Biden aura néanmoins peut-être touché une partie des électeurs progressistes (par exemple les partisans d’Elizabeth Warren) en en promettant de nommer une femme afro-américaine à la Cour Suprême et en prenant l’engagement de prendre une femme comme vice-présidente. Biden avait déjà clairement affirmé qu’il ne ferait qu’un seul mandat s’il était élu et qu’il souhaitait être un pont vers une nouvelle génération. Les vice-présidents étant souvent bien placés pour être investis, il ouvre ainsi la voie pour l’élection d’une première femme présidente. Ceci peut lui attirer des sympathies chez les jeunes militants des droits civiques en général, mais pas chez les partisans les plus fervents de Bernie dont la priorité réside en premier lieu dans l’évolution du modèle capitaliste américain4Bernie lui-même n’a pas voulu s’engager sur le fait de prendre une femme comme vice-présidente, insistant sur le fait que cela peut-être une femme mais que ce qu’il attendrait alors serait surtout que ce soit une vraie « progressiste »..
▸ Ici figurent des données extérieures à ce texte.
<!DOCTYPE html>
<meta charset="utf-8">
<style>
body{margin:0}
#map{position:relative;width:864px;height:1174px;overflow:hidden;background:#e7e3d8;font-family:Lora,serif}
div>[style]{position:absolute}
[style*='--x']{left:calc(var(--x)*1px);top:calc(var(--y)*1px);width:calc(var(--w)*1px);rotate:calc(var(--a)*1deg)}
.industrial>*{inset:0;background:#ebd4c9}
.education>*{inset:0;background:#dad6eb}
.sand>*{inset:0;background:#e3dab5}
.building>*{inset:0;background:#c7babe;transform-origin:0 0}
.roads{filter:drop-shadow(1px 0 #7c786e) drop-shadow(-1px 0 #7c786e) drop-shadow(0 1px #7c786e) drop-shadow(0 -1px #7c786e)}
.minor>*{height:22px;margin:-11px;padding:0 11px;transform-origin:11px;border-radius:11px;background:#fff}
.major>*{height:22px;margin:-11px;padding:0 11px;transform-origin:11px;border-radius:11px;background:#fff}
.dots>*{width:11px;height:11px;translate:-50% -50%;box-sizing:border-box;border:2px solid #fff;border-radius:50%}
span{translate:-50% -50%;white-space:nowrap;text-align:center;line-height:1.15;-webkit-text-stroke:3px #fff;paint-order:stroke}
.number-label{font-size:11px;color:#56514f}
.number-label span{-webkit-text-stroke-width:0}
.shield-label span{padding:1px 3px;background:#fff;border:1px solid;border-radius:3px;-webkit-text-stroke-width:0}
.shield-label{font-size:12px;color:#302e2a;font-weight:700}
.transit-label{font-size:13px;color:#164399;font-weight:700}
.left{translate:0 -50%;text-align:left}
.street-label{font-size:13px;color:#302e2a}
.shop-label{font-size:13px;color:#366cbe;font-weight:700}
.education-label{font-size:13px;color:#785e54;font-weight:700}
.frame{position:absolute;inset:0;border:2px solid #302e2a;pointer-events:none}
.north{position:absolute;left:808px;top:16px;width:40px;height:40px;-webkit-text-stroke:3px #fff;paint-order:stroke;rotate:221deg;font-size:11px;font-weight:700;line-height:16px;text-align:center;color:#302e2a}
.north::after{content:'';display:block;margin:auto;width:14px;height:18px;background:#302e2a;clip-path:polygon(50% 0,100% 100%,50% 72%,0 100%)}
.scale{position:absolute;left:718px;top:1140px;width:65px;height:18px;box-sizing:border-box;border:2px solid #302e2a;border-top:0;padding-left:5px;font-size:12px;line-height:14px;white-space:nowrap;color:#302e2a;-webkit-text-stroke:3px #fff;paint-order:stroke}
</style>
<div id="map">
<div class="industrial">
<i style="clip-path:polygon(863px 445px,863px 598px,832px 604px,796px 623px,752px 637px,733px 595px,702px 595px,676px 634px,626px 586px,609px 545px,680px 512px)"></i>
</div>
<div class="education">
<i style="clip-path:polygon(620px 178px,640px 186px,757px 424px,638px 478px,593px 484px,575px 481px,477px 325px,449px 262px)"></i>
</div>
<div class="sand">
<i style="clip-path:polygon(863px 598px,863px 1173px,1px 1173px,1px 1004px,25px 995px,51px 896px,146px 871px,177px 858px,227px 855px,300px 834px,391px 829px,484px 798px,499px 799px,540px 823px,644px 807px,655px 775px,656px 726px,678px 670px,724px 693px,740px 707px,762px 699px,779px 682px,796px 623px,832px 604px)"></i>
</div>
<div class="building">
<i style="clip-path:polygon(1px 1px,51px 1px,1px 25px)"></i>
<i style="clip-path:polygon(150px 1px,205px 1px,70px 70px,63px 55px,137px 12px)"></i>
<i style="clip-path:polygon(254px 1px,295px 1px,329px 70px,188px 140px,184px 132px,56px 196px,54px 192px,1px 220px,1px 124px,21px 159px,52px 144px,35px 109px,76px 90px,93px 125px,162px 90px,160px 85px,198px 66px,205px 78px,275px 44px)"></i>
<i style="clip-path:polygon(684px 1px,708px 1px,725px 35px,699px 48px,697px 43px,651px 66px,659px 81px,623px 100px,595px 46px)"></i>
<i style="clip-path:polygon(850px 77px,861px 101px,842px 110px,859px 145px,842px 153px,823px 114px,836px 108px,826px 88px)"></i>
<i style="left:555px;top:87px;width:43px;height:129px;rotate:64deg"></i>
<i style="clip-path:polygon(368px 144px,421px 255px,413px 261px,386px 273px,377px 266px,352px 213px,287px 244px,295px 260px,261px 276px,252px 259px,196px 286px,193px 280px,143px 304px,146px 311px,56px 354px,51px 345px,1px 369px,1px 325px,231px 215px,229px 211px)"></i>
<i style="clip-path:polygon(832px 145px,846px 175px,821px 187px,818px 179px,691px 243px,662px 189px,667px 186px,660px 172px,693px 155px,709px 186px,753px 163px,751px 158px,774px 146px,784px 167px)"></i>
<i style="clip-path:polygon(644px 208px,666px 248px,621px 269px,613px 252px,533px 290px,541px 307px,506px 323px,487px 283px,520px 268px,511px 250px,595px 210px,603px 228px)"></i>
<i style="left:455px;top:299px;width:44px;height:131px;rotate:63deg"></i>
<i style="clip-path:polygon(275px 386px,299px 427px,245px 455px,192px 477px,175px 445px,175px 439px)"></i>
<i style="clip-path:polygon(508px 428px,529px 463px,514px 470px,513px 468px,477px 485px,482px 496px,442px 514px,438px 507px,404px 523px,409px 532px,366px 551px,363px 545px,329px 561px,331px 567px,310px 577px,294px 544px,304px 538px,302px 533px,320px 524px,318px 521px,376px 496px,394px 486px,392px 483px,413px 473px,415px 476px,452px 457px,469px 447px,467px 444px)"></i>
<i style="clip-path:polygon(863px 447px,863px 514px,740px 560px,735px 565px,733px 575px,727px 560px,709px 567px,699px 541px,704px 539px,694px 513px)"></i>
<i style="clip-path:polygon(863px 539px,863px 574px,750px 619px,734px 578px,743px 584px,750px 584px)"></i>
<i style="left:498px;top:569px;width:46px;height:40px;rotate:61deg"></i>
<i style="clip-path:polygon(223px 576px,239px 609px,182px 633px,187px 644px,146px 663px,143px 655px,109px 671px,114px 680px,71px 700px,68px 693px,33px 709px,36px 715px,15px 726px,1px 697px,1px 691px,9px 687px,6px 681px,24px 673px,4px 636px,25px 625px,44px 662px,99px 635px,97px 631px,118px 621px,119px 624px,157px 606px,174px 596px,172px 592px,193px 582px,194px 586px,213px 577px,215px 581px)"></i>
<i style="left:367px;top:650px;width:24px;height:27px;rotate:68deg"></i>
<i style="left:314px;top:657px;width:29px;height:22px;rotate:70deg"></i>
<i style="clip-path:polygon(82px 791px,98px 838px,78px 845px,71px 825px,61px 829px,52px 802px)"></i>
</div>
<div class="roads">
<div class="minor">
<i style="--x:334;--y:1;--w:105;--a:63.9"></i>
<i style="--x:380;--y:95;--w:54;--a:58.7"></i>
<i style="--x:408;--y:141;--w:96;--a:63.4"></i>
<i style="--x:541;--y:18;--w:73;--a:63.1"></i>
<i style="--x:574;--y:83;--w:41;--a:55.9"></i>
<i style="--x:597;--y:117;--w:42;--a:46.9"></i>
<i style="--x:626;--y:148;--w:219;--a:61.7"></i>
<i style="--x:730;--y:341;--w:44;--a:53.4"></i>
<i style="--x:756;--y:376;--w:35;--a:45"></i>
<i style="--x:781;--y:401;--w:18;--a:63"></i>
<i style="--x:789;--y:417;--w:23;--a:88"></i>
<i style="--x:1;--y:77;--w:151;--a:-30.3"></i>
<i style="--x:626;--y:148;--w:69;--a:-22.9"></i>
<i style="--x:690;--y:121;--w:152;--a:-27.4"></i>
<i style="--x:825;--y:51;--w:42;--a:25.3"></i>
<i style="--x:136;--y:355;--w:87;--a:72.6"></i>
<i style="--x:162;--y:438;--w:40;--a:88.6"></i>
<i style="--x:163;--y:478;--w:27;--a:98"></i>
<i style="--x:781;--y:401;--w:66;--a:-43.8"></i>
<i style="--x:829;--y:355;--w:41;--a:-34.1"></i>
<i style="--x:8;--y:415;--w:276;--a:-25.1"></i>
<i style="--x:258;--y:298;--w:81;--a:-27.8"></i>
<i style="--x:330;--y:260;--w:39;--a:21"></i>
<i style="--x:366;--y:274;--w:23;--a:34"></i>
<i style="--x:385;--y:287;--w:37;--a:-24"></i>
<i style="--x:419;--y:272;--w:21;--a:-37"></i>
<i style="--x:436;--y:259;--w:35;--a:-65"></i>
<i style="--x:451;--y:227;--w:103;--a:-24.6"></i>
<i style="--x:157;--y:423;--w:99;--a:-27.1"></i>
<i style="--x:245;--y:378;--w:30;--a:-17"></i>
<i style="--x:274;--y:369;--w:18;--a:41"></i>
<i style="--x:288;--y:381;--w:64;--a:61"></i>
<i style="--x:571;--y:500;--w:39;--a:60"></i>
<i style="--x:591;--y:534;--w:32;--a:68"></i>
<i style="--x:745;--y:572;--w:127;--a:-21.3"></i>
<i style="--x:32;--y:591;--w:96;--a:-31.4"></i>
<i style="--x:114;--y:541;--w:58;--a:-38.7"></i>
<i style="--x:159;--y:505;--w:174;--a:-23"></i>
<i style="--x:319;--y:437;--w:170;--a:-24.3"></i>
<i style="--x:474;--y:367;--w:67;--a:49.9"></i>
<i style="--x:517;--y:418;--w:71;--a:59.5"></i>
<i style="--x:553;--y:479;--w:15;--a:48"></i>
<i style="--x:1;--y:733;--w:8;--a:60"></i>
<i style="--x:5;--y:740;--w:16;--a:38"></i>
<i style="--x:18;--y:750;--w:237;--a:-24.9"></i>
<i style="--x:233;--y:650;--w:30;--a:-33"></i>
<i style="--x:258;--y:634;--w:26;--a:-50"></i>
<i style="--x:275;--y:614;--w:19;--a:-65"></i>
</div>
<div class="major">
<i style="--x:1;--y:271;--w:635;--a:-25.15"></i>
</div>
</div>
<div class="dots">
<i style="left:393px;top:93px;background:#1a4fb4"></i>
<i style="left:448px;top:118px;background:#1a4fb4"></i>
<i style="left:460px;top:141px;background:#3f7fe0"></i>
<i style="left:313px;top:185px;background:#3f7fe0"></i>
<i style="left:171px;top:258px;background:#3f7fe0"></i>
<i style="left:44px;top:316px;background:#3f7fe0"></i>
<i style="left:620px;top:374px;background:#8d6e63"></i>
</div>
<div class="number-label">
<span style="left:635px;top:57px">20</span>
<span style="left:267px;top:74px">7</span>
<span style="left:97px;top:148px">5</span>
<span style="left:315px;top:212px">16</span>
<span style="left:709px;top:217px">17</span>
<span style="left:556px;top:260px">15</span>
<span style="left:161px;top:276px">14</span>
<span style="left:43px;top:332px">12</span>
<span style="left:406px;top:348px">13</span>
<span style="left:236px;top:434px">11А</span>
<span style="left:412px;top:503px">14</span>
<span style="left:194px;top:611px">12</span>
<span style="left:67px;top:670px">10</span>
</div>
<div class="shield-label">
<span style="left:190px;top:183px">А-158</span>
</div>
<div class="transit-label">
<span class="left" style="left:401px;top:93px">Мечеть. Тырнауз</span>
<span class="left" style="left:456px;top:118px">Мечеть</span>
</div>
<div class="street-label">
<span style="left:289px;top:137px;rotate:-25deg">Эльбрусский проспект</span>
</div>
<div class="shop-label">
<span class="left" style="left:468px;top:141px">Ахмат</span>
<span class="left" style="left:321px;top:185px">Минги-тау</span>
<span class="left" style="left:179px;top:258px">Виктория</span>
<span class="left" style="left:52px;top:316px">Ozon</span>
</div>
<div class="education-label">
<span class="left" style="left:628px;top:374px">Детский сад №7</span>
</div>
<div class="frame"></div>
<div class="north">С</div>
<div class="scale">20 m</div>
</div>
C’est donc avant tout une occasion manquée pour faire l’union du parti, préparer la suite et se mettre dès à présent en ordre de marche pour affronter Trump. Pour Bernie qui n’aura pas trouvé dans ce débat une voie de sortie par le haut de la primaire. Mais surtout pour Biden, qui n’aura peut-être pas beaucoup de nouvelles opportunités si la campagne continue à se réduire en raison du coronavirus ou si Bernie se retire à court terme.